WHAT IS REQUIRED: Send back the data below exactly. Drop every picture.
Start of DATA FOR THIS TASK
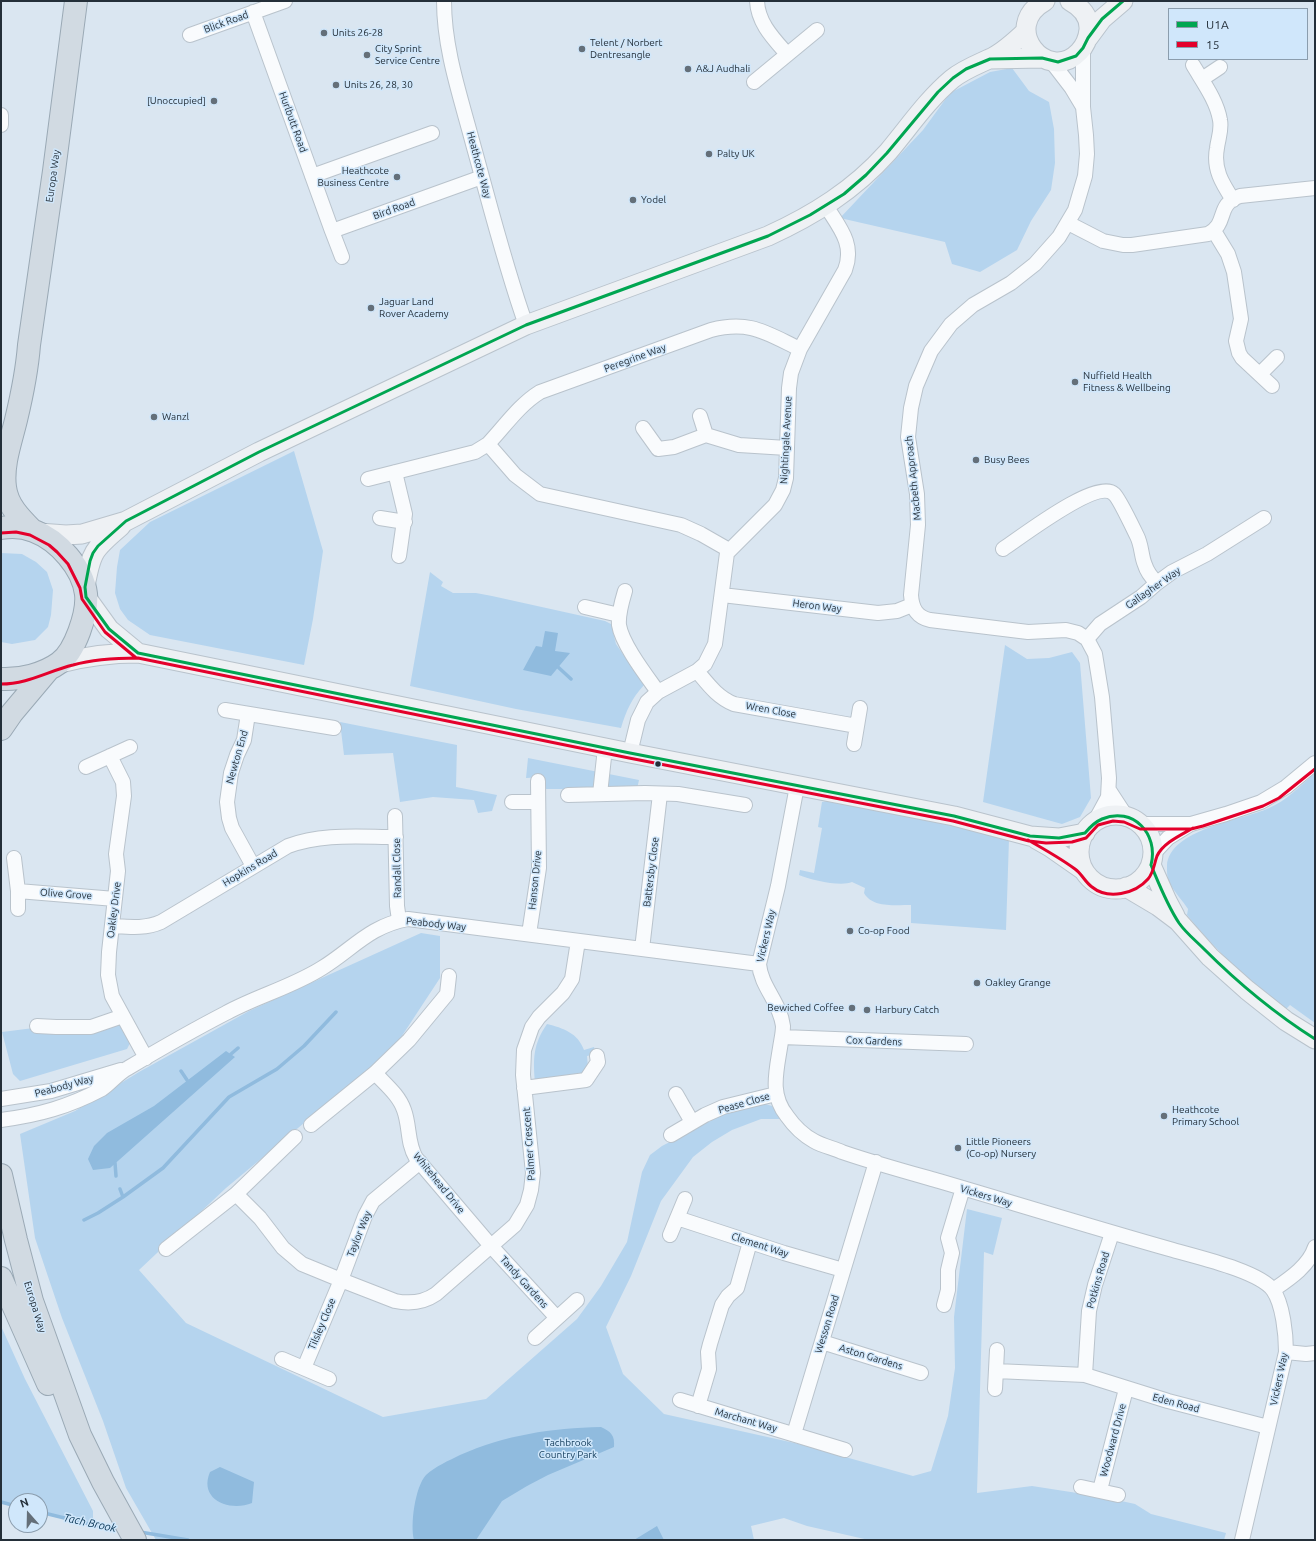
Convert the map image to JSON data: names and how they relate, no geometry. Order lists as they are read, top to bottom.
{
  "streets": {
    "highway": ["Europa Way"],
    "street": [
      "Blick Road",
      "Hurlbutt Road",
      "Heathcote Way",
      "Bird Road",
      "Peregrine Way",
      "Nightingale Avenue",
      "Macbeth Approach",
      "Gallagher Way",
      "Heron Way",
      "Wren Close",
      "Newton End",
      "Hopkins Road",
      "Randall Close",
      "Battersby Close",
      "Hanson Drive",
      "Olive Grove",
      "Oakley Drive",
      "Peabody Way",
      "Vickers Way",
      "Cox Gardens",
      "Pease Close",
      "Palmer Crescent",
      "Whitehead Drive",
      "Taylor Way",
      "Clement Way",
      "Potkins Road",
      "Tandy Gardens",
      "Tilsley Close",
      "Wesson Road",
      "Aston Gardens",
      "Eden Road",
      "Marchant Way",
      "Woodward Drive"
    ]
  },
  "crossings": [
    ["Blick Road", "Hurlbutt Road"],
    ["Hurlbutt Road", "Bird Road"],
    ["Heathcote Way", "Bird Road"],
    ["Peregrine Way", "Nightingale Avenue"],
    ["Macbeth Approach", "Heron Way"],
    ["Newton End", "Hopkins Road"],
    ["Hopkins Road", "Randall Close"],
    ["Hopkins Road", "Oakley Drive"],
    ["Randall Close", "Peabody Way"],
    ["Battersby Close", "Peabody Way"],
    ["Hanson Drive", "Peabody Way"],
    ["Olive Grove", "Oakley Drive"],
    ["Oakley Drive", "Peabody Way"],
    ["Peabody Way", "Vickers Way"],
    ["Peabody Way", "Palmer Crescent"],
    ["Vickers Way", "Cox Gardens"],
    ["Vickers Way", "Pease Close"],
    ["Vickers Way", "Potkins Road"],
    ["Vickers Way", "Wesson Road"],
    ["Vickers Way", "Eden Road"],
    ["Palmer Crescent", "Whitehead Drive"],
    ["Palmer Crescent", "Taylor Way"],
    ["Palmer Crescent", "Tandy Gardens"],
    ["Palmer Crescent", "Tilsley Close"],
    ["Whitehead Drive", "Taylor Way"],
    ["Whitehead Drive", "Tandy Gardens"],
    ["Taylor Way", "Tilsley Close"],
    ["Clement Way", "Wesson Road"],
    ["Potkins Road", "Eden Road"],
    ["Wesson Road", "Aston Gardens"],
    ["Wesson Road", "Marchant Way"],
    ["Eden Road", "Woodward Drive"]
  ],
  "water": ["Tach Brook"],
  "parks": ["Tachbrook Country Park"],
  "places": [
    "Units 26-28",
    "Telent / Norbert Dentresangle",
    "City Sprint Service Centre",
    "A&J Audhali",
    "Units 26, 28, 30",
    "[Unoccupied]",
    "Palty UK",
    "Heathcote Business Centre",
    "Yodel",
    "Jaguar Land Rover Academy",
    "Nuffield Health Fitness & Wellbeing",
    "Wanzl",
    "Busy Bees",
    "Co-op Food",
    "Oakley Grange",
    "Bewiched Coffee",
    "Harbury Catch",
    "Heathcote Primary School",
    "Little Pioneers (Co-op) Nursery"
  ],
  "lines": ["transit line U1A", "transit line 15"],
  "legend": ["U1A", "15"],
  "north": "top"
}
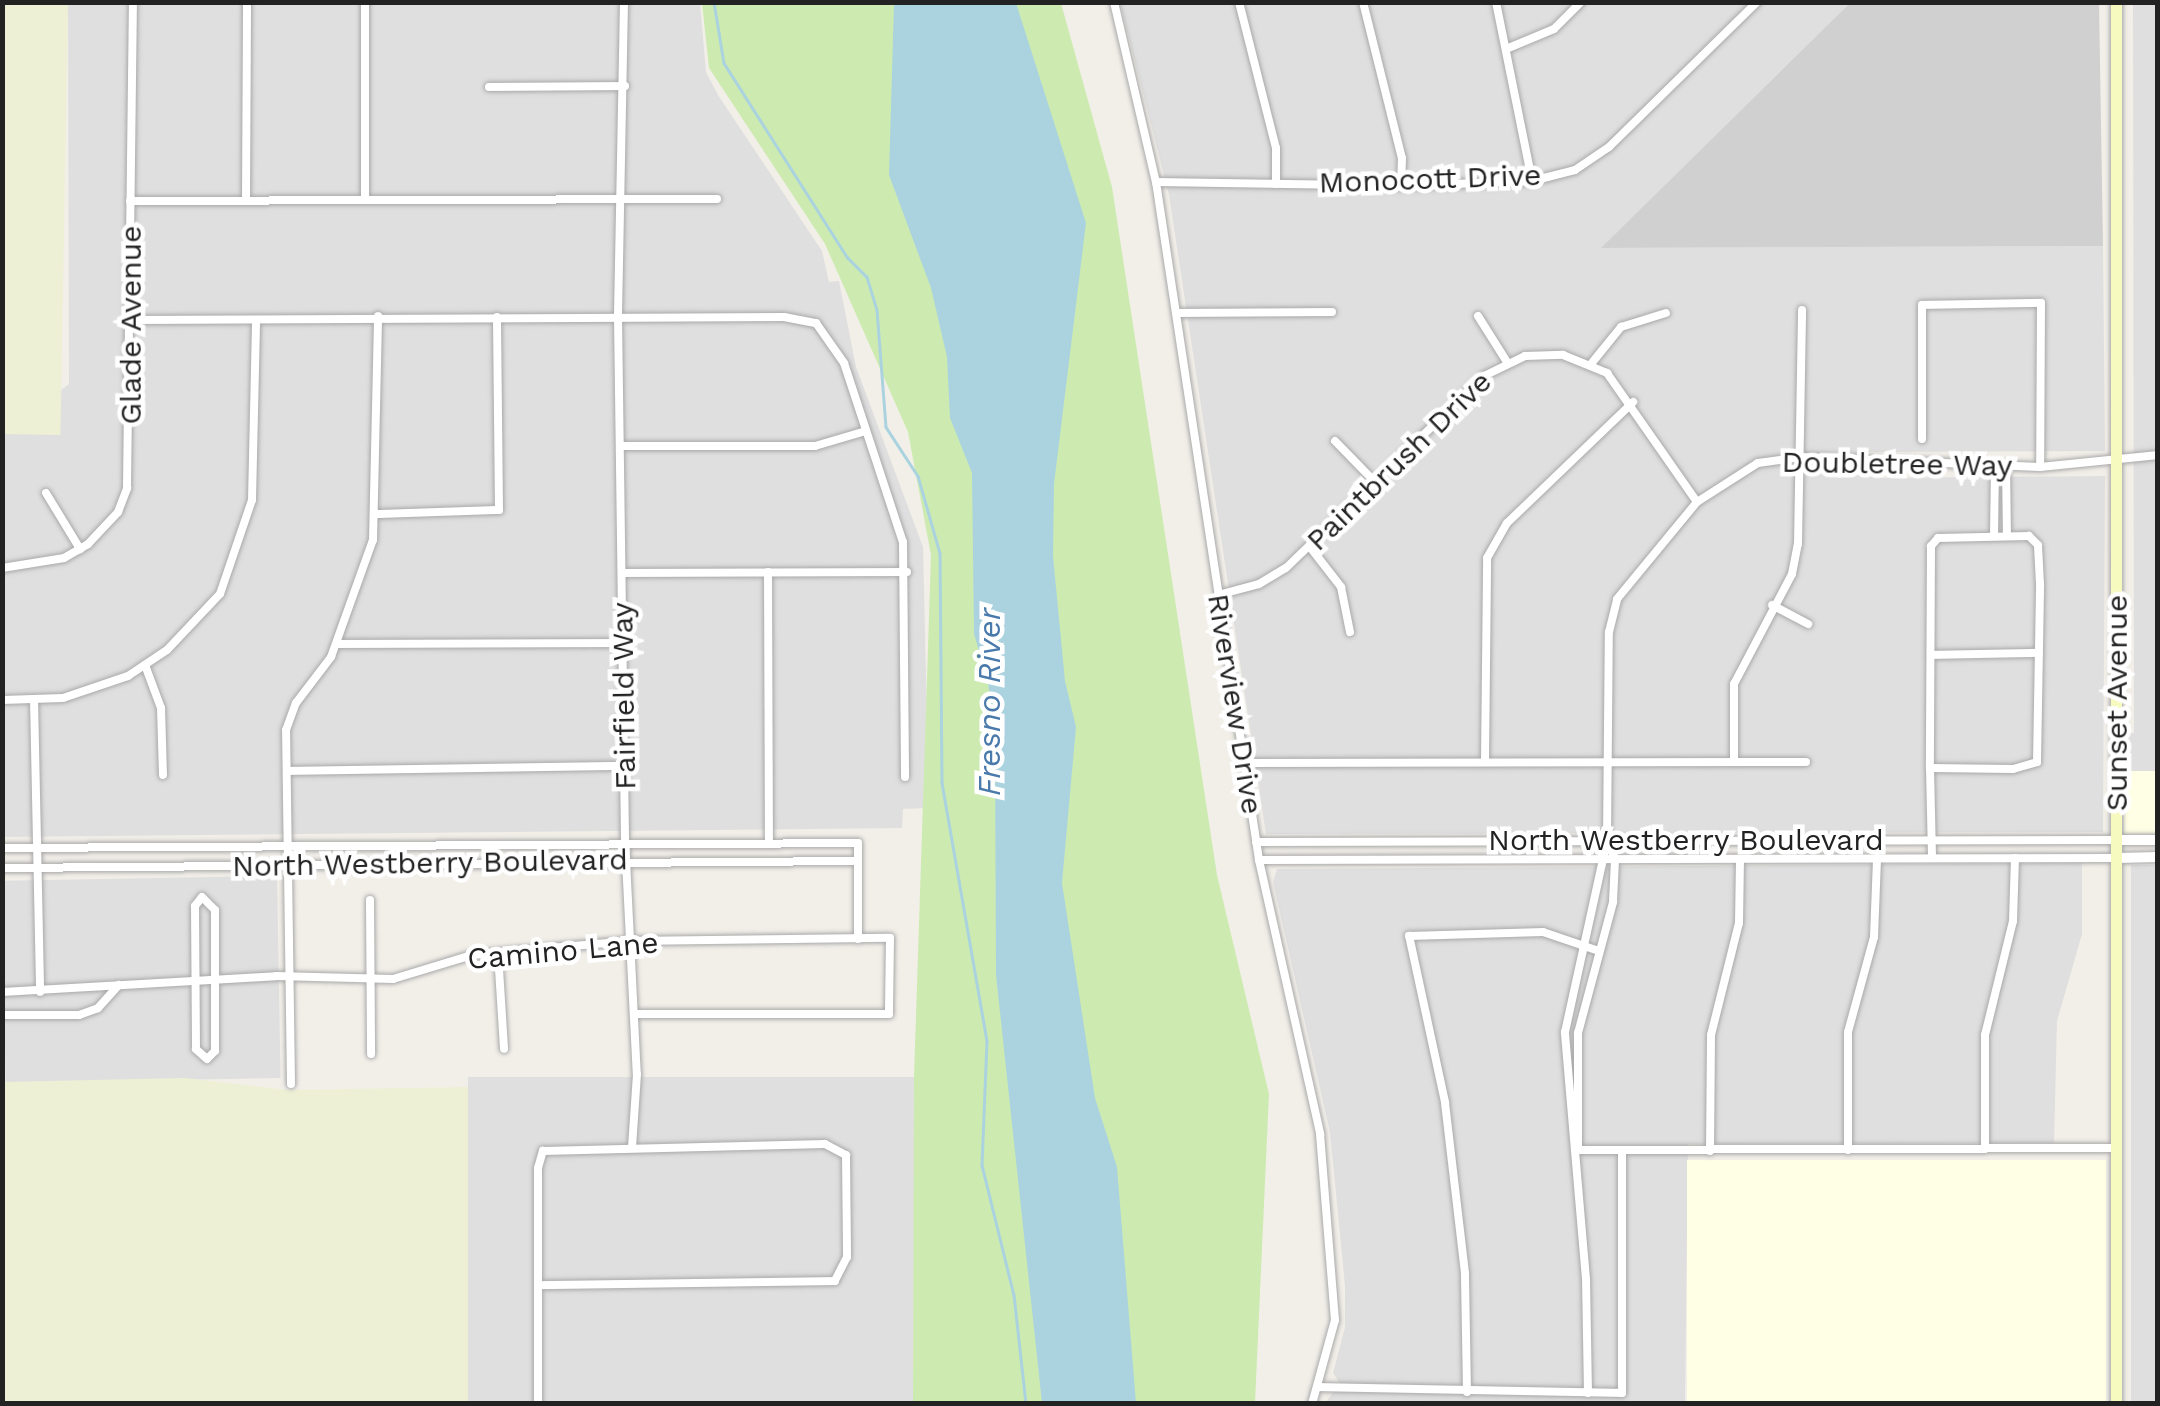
End of DATA FOR THIS TASK
YOUR RESPONSE:
Convert the map image to JSON data: names and how they relate, no geometry. Order lists as they are read, top to bottom.
{
  "streets": {
    "highway": ["Europa Way"],
    "street": [
      "Blick Road",
      "Hurlbutt Road",
      "Heathcote Way",
      "Bird Road",
      "Peregrine Way",
      "Nightingale Avenue",
      "Macbeth Approach",
      "Gallagher Way",
      "Heron Way",
      "Wren Close",
      "Newton End",
      "Hopkins Road",
      "Randall Close",
      "Battersby Close",
      "Hanson Drive",
      "Olive Grove",
      "Oakley Drive",
      "Peabody Way",
      "Vickers Way",
      "Cox Gardens",
      "Pease Close",
      "Palmer Crescent",
      "Whitehead Drive",
      "Taylor Way",
      "Clement Way",
      "Potkins Road",
      "Tandy Gardens",
      "Tilsley Close",
      "Wesson Road",
      "Aston Gardens",
      "Eden Road",
      "Marchant Way",
      "Woodward Drive"
    ]
  },
  "crossings": [
    ["Blick Road", "Hurlbutt Road"],
    ["Hurlbutt Road", "Bird Road"],
    ["Heathcote Way", "Bird Road"],
    ["Peregrine Way", "Nightingale Avenue"],
    ["Macbeth Approach", "Heron Way"],
    ["Newton End", "Hopkins Road"],
    ["Hopkins Road", "Randall Close"],
    ["Hopkins Road", "Oakley Drive"],
    ["Randall Close", "Peabody Way"],
    ["Battersby Close", "Peabody Way"],
    ["Hanson Drive", "Peabody Way"],
    ["Olive Grove", "Oakley Drive"],
    ["Oakley Drive", "Peabody Way"],
    ["Peabody Way", "Vickers Way"],
    ["Peabody Way", "Palmer Crescent"],
    ["Vickers Way", "Cox Gardens"],
    ["Vickers Way", "Pease Close"],
    ["Vickers Way", "Potkins Road"],
    ["Vickers Way", "Wesson Road"],
    ["Vickers Way", "Eden Road"],
    ["Palmer Crescent", "Whitehead Drive"],
    ["Palmer Crescent", "Taylor Way"],
    ["Palmer Crescent", "Tandy Gardens"],
    ["Palmer Crescent", "Tilsley Close"],
    ["Whitehead Drive", "Taylor Way"],
    ["Whitehead Drive", "Tandy Gardens"],
    ["Taylor Way", "Tilsley Close"],
    ["Clement Way", "Wesson Road"],
    ["Potkins Road", "Eden Road"],
    ["Wesson Road", "Aston Gardens"],
    ["Wesson Road", "Marchant Way"],
    ["Eden Road", "Woodward Drive"]
  ],
  "water": ["Tach Brook"],
  "parks": ["Tachbrook Country Park"],
  "places": [
    "Units 26-28",
    "Telent / Norbert Dentresangle",
    "City Sprint Service Centre",
    "A&J Audhali",
    "Units 26, 28, 30",
    "[Unoccupied]",
    "Palty UK",
    "Heathcote Business Centre",
    "Yodel",
    "Jaguar Land Rover Academy",
    "Nuffield Health Fitness & Wellbeing",
    "Wanzl",
    "Busy Bees",
    "Co-op Food",
    "Oakley Grange",
    "Bewiched Coffee",
    "Harbury Catch",
    "Heathcote Primary School",
    "Little Pioneers (Co-op) Nursery"
  ],
  "lines": ["transit line U1A", "transit line 15"],
  "legend": ["U1A", "15"],
  "north": "top"
}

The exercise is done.